▶ [WHAT TO DO] Lines with "linejoin" in them are to be located in the listing below and copied.

*** Begin section ***

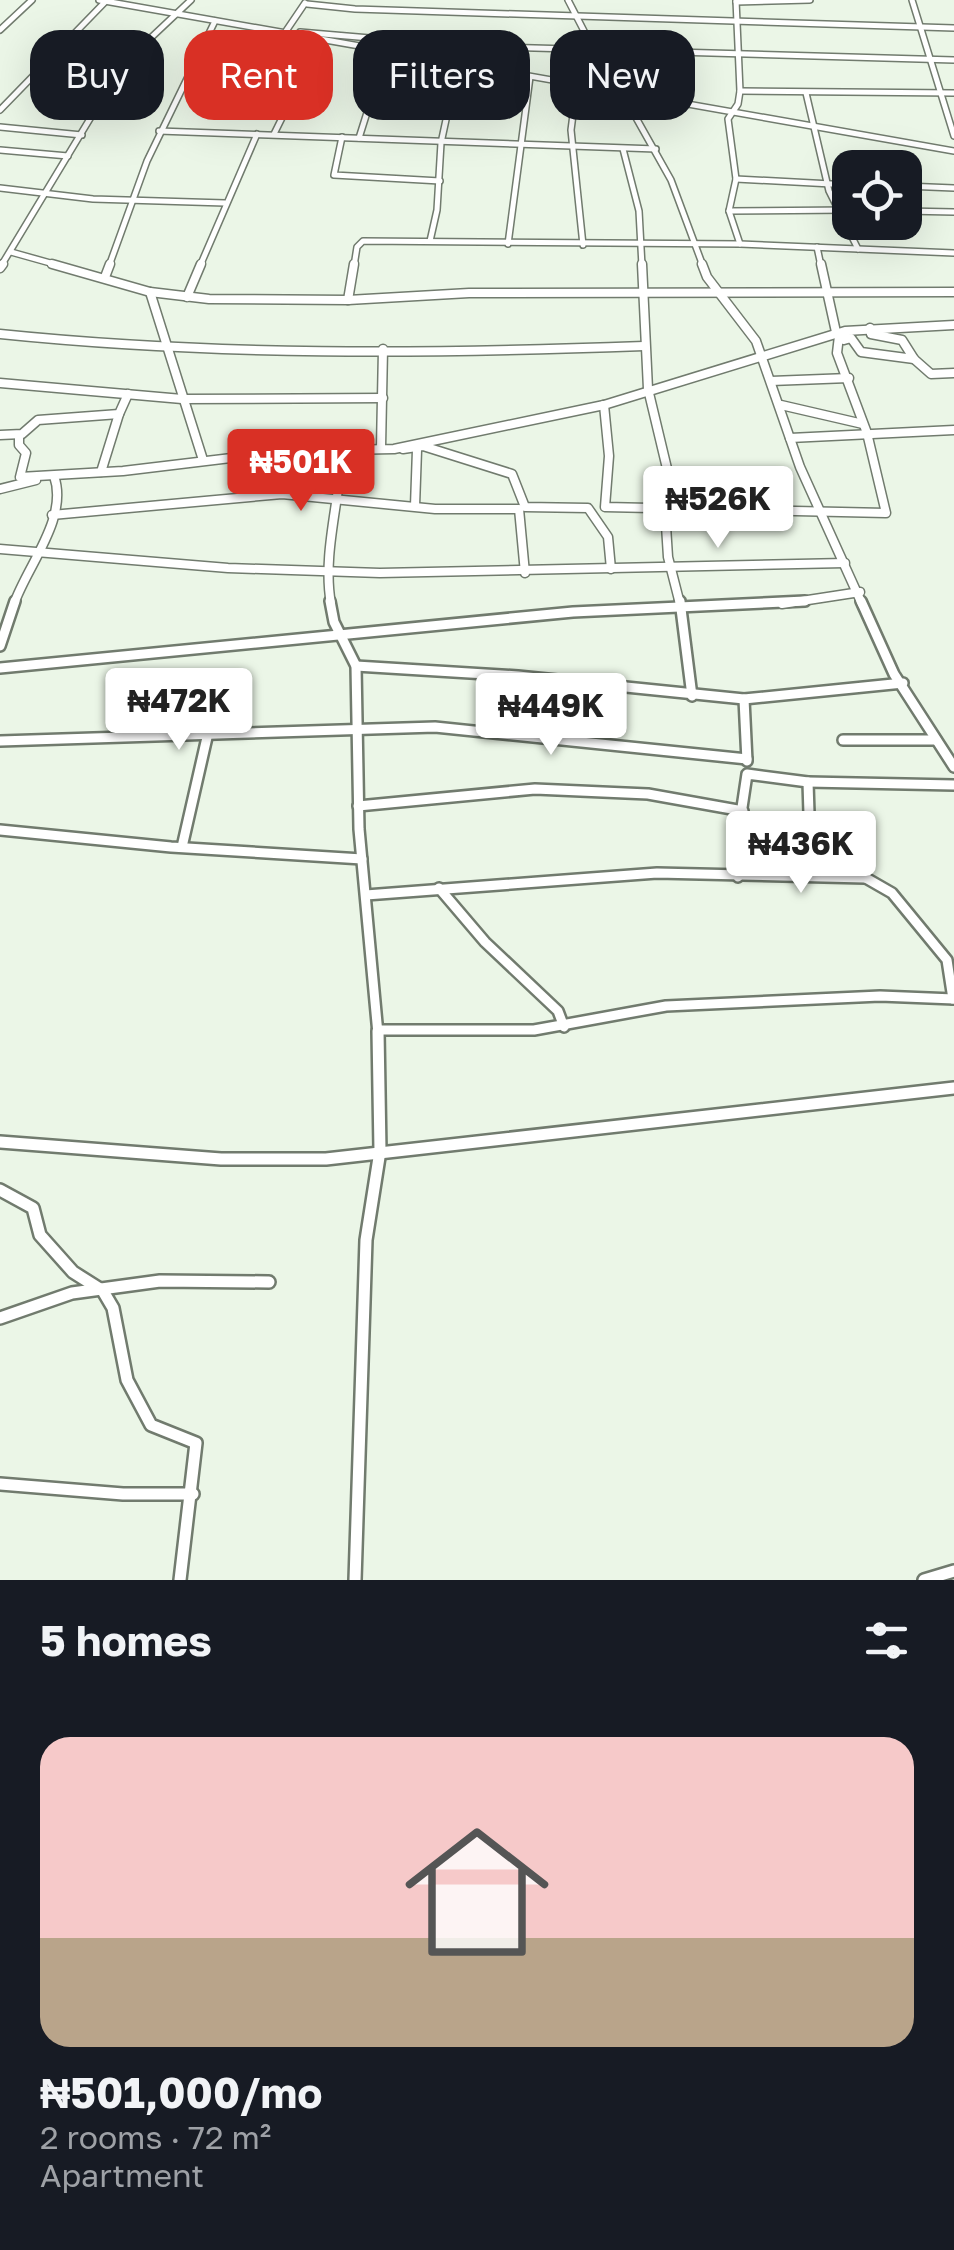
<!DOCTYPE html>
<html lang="en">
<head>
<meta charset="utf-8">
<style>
	:root { --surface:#171b24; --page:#20242c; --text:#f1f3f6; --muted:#9ea1a6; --accent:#d93025 }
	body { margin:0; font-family:"Golos Text",sans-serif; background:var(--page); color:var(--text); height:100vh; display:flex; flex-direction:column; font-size:38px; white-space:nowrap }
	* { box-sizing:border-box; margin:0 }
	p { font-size:32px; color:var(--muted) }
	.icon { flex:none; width:55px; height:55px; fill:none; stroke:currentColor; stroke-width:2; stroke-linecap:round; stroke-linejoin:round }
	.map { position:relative; height:1580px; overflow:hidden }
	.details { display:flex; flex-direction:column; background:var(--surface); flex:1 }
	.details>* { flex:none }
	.guide { position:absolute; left:30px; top:30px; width:895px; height:90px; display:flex; gap:20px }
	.buttons { position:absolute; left:832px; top:150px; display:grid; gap:20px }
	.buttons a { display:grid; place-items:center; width:90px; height:90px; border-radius:20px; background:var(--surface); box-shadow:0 10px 40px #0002; font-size:50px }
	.price { position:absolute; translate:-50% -85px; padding:0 22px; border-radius:10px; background:#fff; color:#222; font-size:32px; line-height:65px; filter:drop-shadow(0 2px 5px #0008) }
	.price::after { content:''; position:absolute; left:50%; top:60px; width:30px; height:22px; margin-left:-15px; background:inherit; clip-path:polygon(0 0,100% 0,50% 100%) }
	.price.on { background:var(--accent); color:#fff }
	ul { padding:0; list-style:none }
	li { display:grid; align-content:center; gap:20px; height:530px; padding:0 40px }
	li span { display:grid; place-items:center; height:310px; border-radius:30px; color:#555 }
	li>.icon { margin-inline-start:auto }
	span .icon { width:180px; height:180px; fill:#fffc; stroke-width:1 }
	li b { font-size:42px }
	h2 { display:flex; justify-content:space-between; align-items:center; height:120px; padding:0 40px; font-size:42px }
	.chip { padding:0 35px; border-radius:30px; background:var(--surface); box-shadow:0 10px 40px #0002; font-size:35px; line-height:90px }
	.chip.on { background:var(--accent); color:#fff }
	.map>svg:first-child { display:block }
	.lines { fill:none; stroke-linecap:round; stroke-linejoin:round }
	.street-far3-casing { stroke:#717b6e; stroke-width:8 }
	.street-far2-casing { stroke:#717b6e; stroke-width:11 }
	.street-far1-casing { stroke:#717b6e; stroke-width:14 }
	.street-casing { stroke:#717b6e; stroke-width:16 }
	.street-far3 { stroke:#fff; stroke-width:5 }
	.street-far2 { stroke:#fff; stroke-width:8 }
	.street-far1 { stroke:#fff; stroke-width:9 }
	.street { stroke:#fff; stroke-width:11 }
</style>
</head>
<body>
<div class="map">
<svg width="954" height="1580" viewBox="0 0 954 1580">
	<rect width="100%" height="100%" fill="#ebf6e7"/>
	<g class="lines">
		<!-- street-far3 casing -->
		<g class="street-far3-casing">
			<g id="street-far3">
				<path d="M99 0 954 151"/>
				<path d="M568 0 601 64 603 88"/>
				<path d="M736 0 740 91 738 104 728 119 736 179 729 211 740 244"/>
				<path d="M912 0 954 136"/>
				<path d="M736 2 810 0"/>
				<path d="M307 4 355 9 954 28"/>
				<path d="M0 30 32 0"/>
				<path d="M300 32 463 46 954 60"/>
				<path d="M284 34 305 3"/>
				<path d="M577 84 571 130 583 245"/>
				<path d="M621 91 671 180 703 266"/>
				<path d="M740 91 954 93"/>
				<path d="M806 93 829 191 858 249"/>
				<path d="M0 110 105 2"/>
				<path d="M0 127 82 135"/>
				<path d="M159 131 656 149"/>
				<path d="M274 134 320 41"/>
				<path d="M342 137 334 175 440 181"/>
				<path d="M359 138 386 52"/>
				<path d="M623 149 639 211 642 266"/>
				<path d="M0 150 68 156"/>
				<path d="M736 179 850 185"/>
				<path d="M905 186 954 188"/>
				<path d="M0 188 93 199 225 203"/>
				<path d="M729 211 850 210"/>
				<path d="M905 211 954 212"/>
				<path d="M430 241 437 210 441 143 458 64"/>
				<path d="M508 244 530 77"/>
				<path d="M817 247 821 266"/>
				<path d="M11 252 61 266"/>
				<path d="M1 266 123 64 191 0"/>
				<path d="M109 266 147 161 215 21"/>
				<path d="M200 266 257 134"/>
				<path d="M354 266 357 247 363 241 740 244 954 253"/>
			</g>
		</g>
		<!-- street-far2 casing -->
		<g class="street-far2-casing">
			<g id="street-far2">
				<path d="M52 264 150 292 209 299 348 300 469 293 954 292"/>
				<path d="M642 264 648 389 670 481 665 510 668 557 680 604"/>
				<path d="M702 264 707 277 756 341 800 467 862 604"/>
				<path d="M821 264 836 332"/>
				<path d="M0 268 3 264"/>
				<path d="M105 277 110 264"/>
				<path d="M150 292 203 460"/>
				<path d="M187 297 201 264"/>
				<path d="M348 300 354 264"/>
				<path d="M870 328 871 334 902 340 914 359 931 374 954 373"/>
				<path d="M0 334C214 356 429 354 644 346"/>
				<path d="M844 340 851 338 861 352 914 359"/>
				<path d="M771 381 849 378"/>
				<path d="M0 383 182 399 383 398"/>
				<path d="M604 405 609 456 605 507 886 513 867 433 837 353 839 336H846"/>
				<path d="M781 405 863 424"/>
				<path d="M0 435 22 434 38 420 119 414 128 394"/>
				<path d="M19 435V445L26 453 20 477 123 471 289 451 394 449 604 405 845 331 954 325"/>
				<path d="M790 438 954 430"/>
				<path d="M381 447 383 349"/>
				<path d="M403 449 423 446 512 474 525 507 588 508 608 537 611 569"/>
				<path d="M101 472 119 414"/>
				<path d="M0 489 36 480"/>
				<path d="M415 506 417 450"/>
				<path d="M52 515 282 494 435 509H519L525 573"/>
				<path d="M0 549 228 568 380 573 845 563"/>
				<path d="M14 604C27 566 69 518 54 476"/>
				<path d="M331 604C322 554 340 501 342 450"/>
				<path d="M782 604 860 592"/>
			</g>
		</g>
		<!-- street-far1 casing -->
		<g class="street-far1-casing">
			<g id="street-far1">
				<path d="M330 601 334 622 356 666 359 829 378 1034"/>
				<path d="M680 601 692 696"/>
				<path d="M861 601 894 674 954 767"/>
				<path d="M0 646 15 601"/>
				<path d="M356 666 518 676 744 699 903 683"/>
				<path d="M0 668 573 612 805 601"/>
				<path d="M744 699 747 761"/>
				<path d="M843 740H936"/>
				<path d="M0 741 435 727 747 759"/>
				<path d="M808 782 954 785"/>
				<path d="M358 806 535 789 648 794 743 811"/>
				<path d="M0 830 171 847 362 859"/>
				<path d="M182 847 208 733"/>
				<path d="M738 877 737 841 747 774 808 782 810 846 892 893 947 960 953 999"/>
				<path d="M439 888 485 942 558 1011 564 1027"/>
				<path d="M366 895 657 873 865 878"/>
				<path d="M378 1030H534L666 1006 880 996 954 999"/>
			</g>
		</g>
		<!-- street casing -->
		<g class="street-casing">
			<g id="street">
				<path d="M0 1142 221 1159H326L954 1088"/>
				<path d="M0 1190 33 1208 40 1235 73 1272 103 1291 113 1308 127 1380 151 1425 196 1443 180 1580"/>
				<path d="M0 1318 72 1293 160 1281 269 1282"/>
				<path d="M0 1484 123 1494H193"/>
				<path d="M355 1580 366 1240 380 1151 378 1031"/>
				<path d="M924 1580 954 1571"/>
			</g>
		</g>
		<!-- street-far3 -->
		<use href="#street-far3" class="street-far3"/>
		<!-- street-far2 -->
		<use href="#street-far2" class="street-far2"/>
		<!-- street-far1 -->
		<use href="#street-far1" class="street-far1"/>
		<!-- street -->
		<use href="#street" class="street"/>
	</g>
</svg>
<div class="buttons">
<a><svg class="icon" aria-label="locate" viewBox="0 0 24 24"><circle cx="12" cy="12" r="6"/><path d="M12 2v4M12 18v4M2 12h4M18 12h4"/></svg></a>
</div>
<b class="price on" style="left:301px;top:514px">₦501K</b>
<b class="price" style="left:718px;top:551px">₦526K</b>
<b class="price" style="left:179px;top:753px">₦472K</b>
<b class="price" style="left:551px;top:758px">₦449K</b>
<b class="price" style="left:801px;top:896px">₦436K</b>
<div class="guide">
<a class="chip">Buy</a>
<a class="chip on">Rent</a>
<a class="chip">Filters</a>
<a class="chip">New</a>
</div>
</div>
<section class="details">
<h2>5 homes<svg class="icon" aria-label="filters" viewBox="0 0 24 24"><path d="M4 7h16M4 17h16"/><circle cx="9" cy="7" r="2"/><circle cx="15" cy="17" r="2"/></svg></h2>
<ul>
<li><span style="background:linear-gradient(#f6c9c9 65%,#b9a48a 0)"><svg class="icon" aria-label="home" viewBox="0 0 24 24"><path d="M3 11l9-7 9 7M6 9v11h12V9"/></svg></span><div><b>₦501,000/mo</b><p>2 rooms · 72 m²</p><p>Apartment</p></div></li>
</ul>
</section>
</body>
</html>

*** End section ***

▶ [YOUR SOLUTION]
	.icon { flex:none; width:55px; height:55px; fill:none; stroke:currentColor; stroke-width:2; stroke-linecap:round; stroke-linejoin:round }
	.lines { fill:none; stroke-linecap:round; stroke-linejoin:round }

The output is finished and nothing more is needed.